• TASK OBJECTIVE
Extract every line from the records below that contains the word "north".
━━ MATERIAL FOR THIS TASK ━━
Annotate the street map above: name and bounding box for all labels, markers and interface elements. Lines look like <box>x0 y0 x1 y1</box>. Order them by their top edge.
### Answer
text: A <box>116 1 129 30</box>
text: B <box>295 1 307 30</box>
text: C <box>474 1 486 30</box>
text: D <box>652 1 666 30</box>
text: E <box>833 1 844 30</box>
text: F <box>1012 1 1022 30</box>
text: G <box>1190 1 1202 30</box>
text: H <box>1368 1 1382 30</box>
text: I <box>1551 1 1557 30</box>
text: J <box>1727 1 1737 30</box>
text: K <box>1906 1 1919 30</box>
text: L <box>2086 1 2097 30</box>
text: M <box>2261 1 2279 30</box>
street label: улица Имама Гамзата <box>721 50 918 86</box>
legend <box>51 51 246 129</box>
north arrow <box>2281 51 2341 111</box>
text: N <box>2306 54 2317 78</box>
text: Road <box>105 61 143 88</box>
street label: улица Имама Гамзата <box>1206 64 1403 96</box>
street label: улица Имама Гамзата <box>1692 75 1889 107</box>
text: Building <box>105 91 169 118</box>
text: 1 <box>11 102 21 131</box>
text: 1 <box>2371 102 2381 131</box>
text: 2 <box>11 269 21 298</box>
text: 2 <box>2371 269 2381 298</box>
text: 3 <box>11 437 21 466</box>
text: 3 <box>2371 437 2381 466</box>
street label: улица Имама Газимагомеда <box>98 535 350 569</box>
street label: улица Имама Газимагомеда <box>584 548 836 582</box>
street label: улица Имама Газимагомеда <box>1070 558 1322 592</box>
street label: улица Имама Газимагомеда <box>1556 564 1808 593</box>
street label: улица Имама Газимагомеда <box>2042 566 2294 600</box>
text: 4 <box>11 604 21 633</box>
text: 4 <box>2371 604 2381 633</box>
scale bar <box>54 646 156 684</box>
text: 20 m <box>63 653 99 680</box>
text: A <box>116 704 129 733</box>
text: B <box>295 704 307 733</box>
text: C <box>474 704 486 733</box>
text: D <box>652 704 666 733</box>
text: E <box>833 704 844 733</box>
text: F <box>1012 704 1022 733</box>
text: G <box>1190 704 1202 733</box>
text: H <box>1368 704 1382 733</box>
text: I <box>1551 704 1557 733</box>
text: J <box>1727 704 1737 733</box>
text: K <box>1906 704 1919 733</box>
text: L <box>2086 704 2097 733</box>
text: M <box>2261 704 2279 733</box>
━━━
━━ MATERIAL FOR THIS TASK ━━
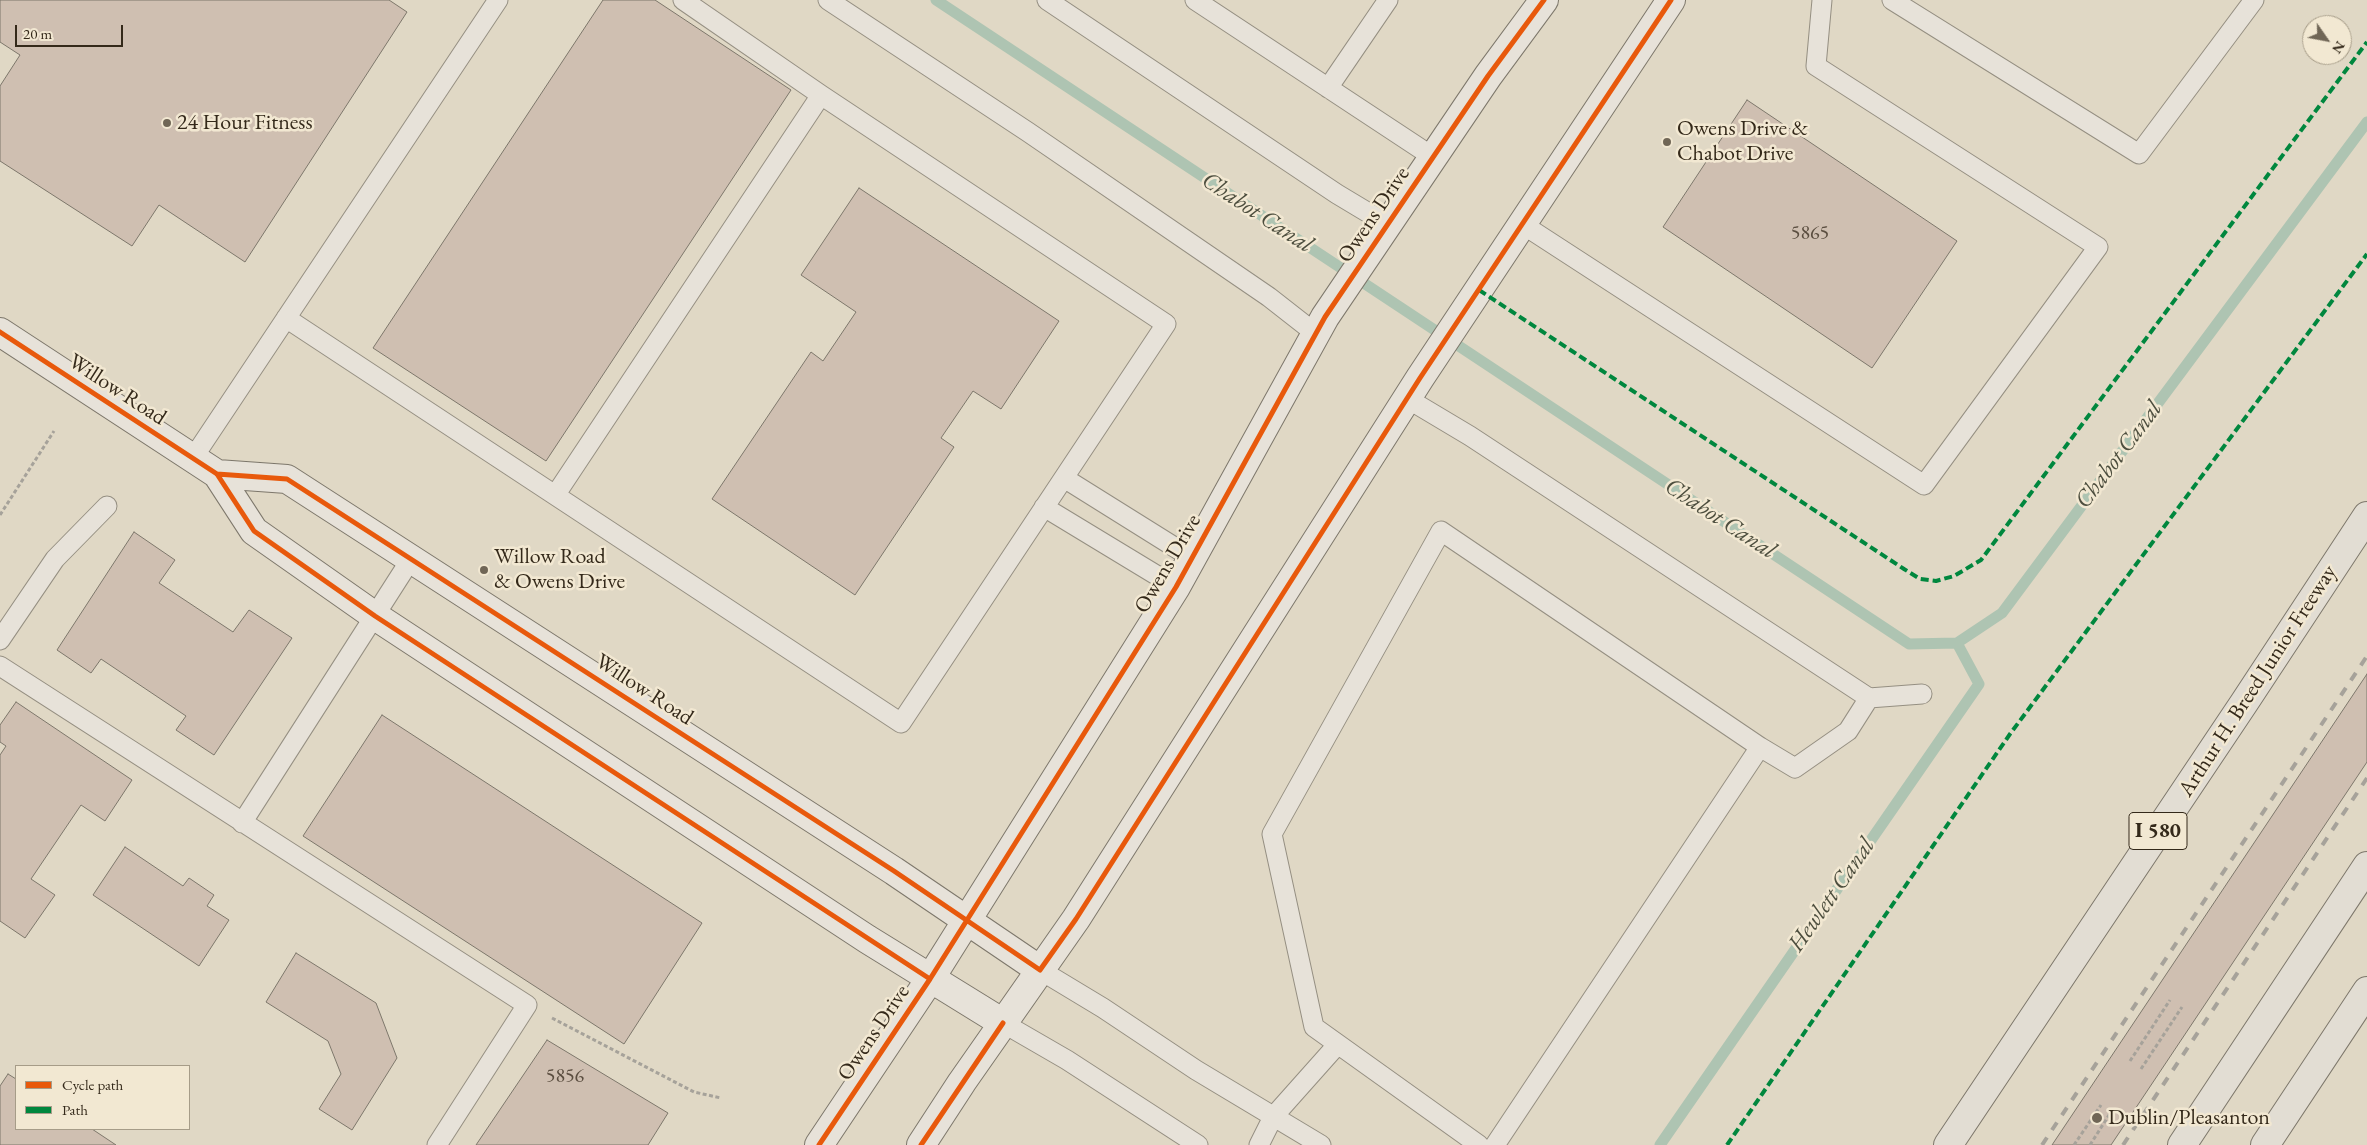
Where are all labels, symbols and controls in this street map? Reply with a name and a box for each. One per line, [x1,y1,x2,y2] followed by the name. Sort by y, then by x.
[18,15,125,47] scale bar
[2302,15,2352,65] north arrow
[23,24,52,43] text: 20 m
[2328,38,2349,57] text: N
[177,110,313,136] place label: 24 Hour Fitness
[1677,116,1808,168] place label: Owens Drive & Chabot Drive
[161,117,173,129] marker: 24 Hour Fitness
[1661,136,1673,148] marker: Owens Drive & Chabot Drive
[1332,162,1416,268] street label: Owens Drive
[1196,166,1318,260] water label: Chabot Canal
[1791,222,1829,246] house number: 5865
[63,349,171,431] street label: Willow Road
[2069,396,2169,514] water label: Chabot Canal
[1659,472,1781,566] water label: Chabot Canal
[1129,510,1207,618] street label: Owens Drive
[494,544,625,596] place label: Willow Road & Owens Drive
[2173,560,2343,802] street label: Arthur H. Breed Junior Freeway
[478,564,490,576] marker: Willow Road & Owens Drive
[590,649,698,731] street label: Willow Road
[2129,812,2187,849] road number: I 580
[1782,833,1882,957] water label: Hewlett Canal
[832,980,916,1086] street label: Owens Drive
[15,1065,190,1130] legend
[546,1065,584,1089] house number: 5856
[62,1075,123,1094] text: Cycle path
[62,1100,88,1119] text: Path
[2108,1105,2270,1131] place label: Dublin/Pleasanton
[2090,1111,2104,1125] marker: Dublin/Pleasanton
━━━
• ANSWER FOR THIS EXERCISE
north arrow <box>2281 51 2341 111</box>
[2302,15,2352,65] north arrow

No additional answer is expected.